- District: Malappuram
- Seat: Civil station, Malappuram
- Wards/Divisions: 33

Government
- • Body: District Panchayat Council
- • President: P. A. Jabbar Haji (IUML)
- • Vice President: Adv. A. P. Smiji (IUML)
- • Secretary: P. M. Rajeev

Area
- • Total: 3,554 km^{2} (1,372 sq mi)

Population (2011)
- • Total: 4,112,920
- • Density: 1,157/km^{2} (2,997/sq mi)
- Website: malappuramdp.lsgkerala.gov.in/en/

= Malappuram District Panchayat =

Rural governing body in Kerala, India

Malappuram District Panchayat, also known as Malappuram District Council is the apex rural local government body in Malappuram district, Kerala, and the highest tier of the state's three-tier Panchayati Raj system.
The Malappuram District Panchayat has jurisdiction over Malappuram District, except for the 12 municipal towns. It is headquartered in Malappuram and is divided into 33 territorial divisions, each represented by an elected member. The Kerala State Election Commission is responsible for conducting these elections.

==Block councils in jurisdiction==
Malappuram District Panchayat comprises 15 block panchayats: Areacode, Kondotty, Kalikavu, Kuttippuram, Malappuram, Mankada, Nilambur, Perinthalmanna, Perumpadappu, Ponnani, Tanur, Tirur, Tirurangadi, Vengara and Wandoor.

== Governance ==
The district panchayat is headed by a president and vice president, who are elected from among its members. It has five standing committees, each headed by a chairperson elected from among its members. The committees are responsible for matters relating to Finance, Development, Health and Education, Welfare, and Public Works. The district panchayat secretary, appointed by the state government, is responsible for its administration, serves as its chief executive officer, and implements the decisions of the district panchayat.

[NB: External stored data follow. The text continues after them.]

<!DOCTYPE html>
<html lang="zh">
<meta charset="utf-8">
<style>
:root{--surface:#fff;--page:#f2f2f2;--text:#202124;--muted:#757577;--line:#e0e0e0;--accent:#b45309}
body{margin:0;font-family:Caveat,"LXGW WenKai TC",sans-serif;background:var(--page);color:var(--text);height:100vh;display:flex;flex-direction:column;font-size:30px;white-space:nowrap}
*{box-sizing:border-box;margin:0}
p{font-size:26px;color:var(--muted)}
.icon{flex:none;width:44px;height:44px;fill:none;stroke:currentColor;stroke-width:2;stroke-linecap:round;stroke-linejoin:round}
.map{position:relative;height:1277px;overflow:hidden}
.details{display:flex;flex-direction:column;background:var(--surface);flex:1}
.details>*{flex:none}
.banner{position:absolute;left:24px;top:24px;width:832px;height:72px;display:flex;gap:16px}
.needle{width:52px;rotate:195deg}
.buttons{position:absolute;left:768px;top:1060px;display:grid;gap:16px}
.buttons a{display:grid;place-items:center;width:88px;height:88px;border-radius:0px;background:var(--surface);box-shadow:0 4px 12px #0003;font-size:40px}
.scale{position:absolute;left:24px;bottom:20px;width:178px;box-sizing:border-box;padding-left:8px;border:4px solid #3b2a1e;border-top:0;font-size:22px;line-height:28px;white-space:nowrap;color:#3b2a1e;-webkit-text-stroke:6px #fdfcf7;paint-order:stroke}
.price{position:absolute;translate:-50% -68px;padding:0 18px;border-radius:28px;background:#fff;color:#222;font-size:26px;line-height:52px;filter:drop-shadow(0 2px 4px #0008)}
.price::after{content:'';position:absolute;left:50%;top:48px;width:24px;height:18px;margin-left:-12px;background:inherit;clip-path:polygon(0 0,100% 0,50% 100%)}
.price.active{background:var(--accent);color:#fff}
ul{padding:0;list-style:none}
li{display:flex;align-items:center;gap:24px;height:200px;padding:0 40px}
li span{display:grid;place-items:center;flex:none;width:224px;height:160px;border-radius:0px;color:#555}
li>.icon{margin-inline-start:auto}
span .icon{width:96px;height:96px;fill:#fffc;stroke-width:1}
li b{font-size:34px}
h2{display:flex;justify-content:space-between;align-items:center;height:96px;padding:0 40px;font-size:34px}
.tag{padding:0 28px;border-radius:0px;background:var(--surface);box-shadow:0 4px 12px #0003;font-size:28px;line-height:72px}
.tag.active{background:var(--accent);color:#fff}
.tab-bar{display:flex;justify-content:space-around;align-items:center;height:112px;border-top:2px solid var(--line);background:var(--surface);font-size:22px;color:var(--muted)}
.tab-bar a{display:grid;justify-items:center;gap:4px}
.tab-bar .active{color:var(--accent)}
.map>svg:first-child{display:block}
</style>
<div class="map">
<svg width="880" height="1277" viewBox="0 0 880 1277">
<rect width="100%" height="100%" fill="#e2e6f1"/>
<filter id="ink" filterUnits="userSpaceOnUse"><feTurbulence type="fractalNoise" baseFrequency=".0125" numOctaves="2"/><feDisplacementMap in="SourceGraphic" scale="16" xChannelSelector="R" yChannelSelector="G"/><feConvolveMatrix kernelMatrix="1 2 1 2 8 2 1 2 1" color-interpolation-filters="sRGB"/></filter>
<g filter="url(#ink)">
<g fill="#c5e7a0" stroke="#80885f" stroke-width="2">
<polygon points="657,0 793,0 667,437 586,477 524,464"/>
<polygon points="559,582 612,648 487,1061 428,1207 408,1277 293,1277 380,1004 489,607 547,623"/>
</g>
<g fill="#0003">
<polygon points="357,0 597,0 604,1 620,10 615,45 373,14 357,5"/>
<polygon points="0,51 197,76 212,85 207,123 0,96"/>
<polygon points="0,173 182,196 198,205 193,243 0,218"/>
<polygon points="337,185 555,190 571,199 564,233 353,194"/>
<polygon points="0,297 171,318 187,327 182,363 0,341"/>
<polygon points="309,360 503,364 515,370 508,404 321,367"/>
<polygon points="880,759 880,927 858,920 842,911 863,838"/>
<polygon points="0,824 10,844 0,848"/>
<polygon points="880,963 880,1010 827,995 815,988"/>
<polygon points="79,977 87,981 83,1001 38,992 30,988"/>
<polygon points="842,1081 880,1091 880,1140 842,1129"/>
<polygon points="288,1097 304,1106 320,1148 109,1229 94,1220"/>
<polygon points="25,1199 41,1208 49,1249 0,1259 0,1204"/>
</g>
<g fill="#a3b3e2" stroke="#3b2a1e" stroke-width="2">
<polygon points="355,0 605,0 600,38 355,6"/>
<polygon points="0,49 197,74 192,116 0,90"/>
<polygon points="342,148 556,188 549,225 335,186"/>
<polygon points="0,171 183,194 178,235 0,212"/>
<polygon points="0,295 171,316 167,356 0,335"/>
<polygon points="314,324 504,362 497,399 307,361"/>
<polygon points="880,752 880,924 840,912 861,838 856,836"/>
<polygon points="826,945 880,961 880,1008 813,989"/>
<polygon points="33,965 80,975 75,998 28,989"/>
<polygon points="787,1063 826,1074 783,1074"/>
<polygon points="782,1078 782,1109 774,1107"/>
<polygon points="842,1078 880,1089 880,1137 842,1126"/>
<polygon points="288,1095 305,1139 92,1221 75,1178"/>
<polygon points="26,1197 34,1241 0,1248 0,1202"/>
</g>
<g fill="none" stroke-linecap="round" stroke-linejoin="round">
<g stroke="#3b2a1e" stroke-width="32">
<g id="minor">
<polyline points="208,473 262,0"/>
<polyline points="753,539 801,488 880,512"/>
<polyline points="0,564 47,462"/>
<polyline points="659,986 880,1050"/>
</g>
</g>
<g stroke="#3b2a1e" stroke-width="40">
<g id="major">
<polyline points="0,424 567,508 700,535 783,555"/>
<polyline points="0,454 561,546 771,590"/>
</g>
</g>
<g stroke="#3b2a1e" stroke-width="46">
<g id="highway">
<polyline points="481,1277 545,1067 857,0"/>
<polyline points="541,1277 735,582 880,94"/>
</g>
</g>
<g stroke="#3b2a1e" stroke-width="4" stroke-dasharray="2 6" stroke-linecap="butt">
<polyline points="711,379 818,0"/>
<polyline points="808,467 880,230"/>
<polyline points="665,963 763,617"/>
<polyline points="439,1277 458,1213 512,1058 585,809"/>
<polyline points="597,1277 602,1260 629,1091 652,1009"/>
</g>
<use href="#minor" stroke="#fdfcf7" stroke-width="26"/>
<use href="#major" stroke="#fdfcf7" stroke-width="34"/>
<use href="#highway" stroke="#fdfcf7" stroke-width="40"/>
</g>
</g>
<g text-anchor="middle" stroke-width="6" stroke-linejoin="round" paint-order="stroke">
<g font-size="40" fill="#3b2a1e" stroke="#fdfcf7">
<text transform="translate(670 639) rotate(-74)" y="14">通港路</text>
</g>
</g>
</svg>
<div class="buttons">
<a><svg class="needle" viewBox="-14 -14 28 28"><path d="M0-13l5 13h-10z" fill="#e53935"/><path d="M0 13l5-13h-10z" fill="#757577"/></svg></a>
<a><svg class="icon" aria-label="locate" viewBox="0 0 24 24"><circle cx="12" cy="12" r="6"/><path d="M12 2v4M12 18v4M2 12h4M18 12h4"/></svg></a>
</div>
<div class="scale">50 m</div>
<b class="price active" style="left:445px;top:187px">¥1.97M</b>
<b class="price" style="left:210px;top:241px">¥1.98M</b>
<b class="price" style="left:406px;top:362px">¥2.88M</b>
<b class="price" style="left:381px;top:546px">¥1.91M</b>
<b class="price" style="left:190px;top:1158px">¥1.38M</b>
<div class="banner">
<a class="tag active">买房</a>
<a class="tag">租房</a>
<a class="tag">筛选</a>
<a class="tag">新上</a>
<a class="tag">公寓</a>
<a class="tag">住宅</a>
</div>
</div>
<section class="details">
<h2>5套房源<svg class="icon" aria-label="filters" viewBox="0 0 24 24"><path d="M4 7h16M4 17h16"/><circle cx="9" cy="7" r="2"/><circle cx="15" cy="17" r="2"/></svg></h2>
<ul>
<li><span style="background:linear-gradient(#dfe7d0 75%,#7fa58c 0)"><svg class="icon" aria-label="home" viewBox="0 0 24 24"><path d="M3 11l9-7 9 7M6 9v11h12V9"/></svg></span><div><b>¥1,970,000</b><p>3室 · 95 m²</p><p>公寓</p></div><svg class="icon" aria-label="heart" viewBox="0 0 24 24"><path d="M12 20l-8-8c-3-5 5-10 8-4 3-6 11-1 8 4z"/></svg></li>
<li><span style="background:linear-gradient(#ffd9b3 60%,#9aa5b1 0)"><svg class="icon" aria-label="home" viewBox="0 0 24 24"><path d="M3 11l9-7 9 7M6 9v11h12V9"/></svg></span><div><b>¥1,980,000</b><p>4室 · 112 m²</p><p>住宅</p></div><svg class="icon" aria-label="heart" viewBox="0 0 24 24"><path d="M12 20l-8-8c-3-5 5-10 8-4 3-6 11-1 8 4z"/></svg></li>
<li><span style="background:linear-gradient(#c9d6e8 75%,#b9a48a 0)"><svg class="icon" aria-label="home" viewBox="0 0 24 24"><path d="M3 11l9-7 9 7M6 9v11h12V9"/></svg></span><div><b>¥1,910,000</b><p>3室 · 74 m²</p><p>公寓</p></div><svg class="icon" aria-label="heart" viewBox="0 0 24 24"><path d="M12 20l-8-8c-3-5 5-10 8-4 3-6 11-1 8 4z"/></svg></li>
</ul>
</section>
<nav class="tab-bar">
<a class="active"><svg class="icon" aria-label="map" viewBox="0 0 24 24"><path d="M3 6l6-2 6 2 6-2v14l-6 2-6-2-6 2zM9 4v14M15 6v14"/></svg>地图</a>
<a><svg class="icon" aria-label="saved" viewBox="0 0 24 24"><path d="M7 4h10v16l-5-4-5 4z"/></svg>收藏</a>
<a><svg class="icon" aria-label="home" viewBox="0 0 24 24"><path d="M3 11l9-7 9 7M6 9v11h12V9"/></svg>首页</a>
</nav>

== Present Council (2025-2031) ==
The incumbent president is P. A. Jabbar Haji, while the Vice President is A. P. Smiji; both are members of the Indian Union Muslim League (IUML).

==Wards/Divisions==
Following the 2026 ward delimitation, the Malappuram District Panchayat comprises 33 territorial divisions.

| No. | Division | Elected member (2026) | Party |
|---|---|---|---|
| 1 | Vazhikkadavu | N. A. Kareem | IUML |
| 2 | Moothedam | Raihanath Kurumadan | IUML |
| 3 | Wandoor | Alipatta Jameela | IUML |
| 4 | Karuvarakundu | Musthafa Abdul Latheef | IUML |
| 5 | Melattur | K. T. Ajmal | IUML |
| 6 | Elamkulam | Sajitha Teacher | IUML |
| 7 | Angadippuram | C. Sukumaran | IUML |
| 8 | Anakkayam | Shahina Niyazi | IUML |
| 9 | Makkaraparamba | K. P. Asmabi | IUML |
| 10 | Kulathur | Fousiya Perumballi | IUML |
| 11 | Kadampuzha | Dr. K. P. Waheeda | IUML |
| 12 | Kuttippuram | Vaseema Velery | IUML |
| 13 | Thavanur | Mehrunnisa K. P. | IUML |
| 14 | Changaramkulam | Ashhar Perumukku | IUML |
| 15 | Marancheri | Sulaikha Razak | IUML |
| 16 | Thirunnavaya | Shareefabi N. P. | IUML |
| 17 | Mangalam | Aarathi Pradeep | IUML |
| 18 | Puthanathani | Vettam Alikoya | IUML |
| 19 | Ponmundam | Basheer Randathani | IUML |
| 20 | Thanalur | Adv. A. P. Smiji (Vice President) | IUML |
| 21 | Nannambra | Shareef Kuttoor | IUML |
| 22 | Othukkungal | K. V. Muhammadali | IUML |
| 23 | Pookkottur | Ayishabanu P. H. | IUML |
| 24 | Cherur | Yasmin Arimbra | IUML |
| 25 | Vengara | P. K. Aslu | IUML |
| 26 | Velimukku | Haneefa Munniyur | IUML |
| 27 | Thenhippalam | Shaji Pacheri | IUML |
| 28 | Pulikkal | V. P. Shejini Unni | IUML |
| 29 | Vazhakkad | Jaisal Elamaram | IUML |
| 30 | Areacode | P. A. Jabbar Haji (President) | IUML |
| 31 | Thrikkalangode | P. H. Shamim | IUML |
| 32 | Edavanna | K. T. Ashraf | IUML |
| 33 | Chungathara | Adv. Josmi Thomas | INC |

==Infrastructure==
Malappuram District Panchayat manages three government district hospitals, located in Tirur, Nilambur and Perinthalmanna. It also manages government high schools and higher secondary schools in the district, except those located within municipal areas.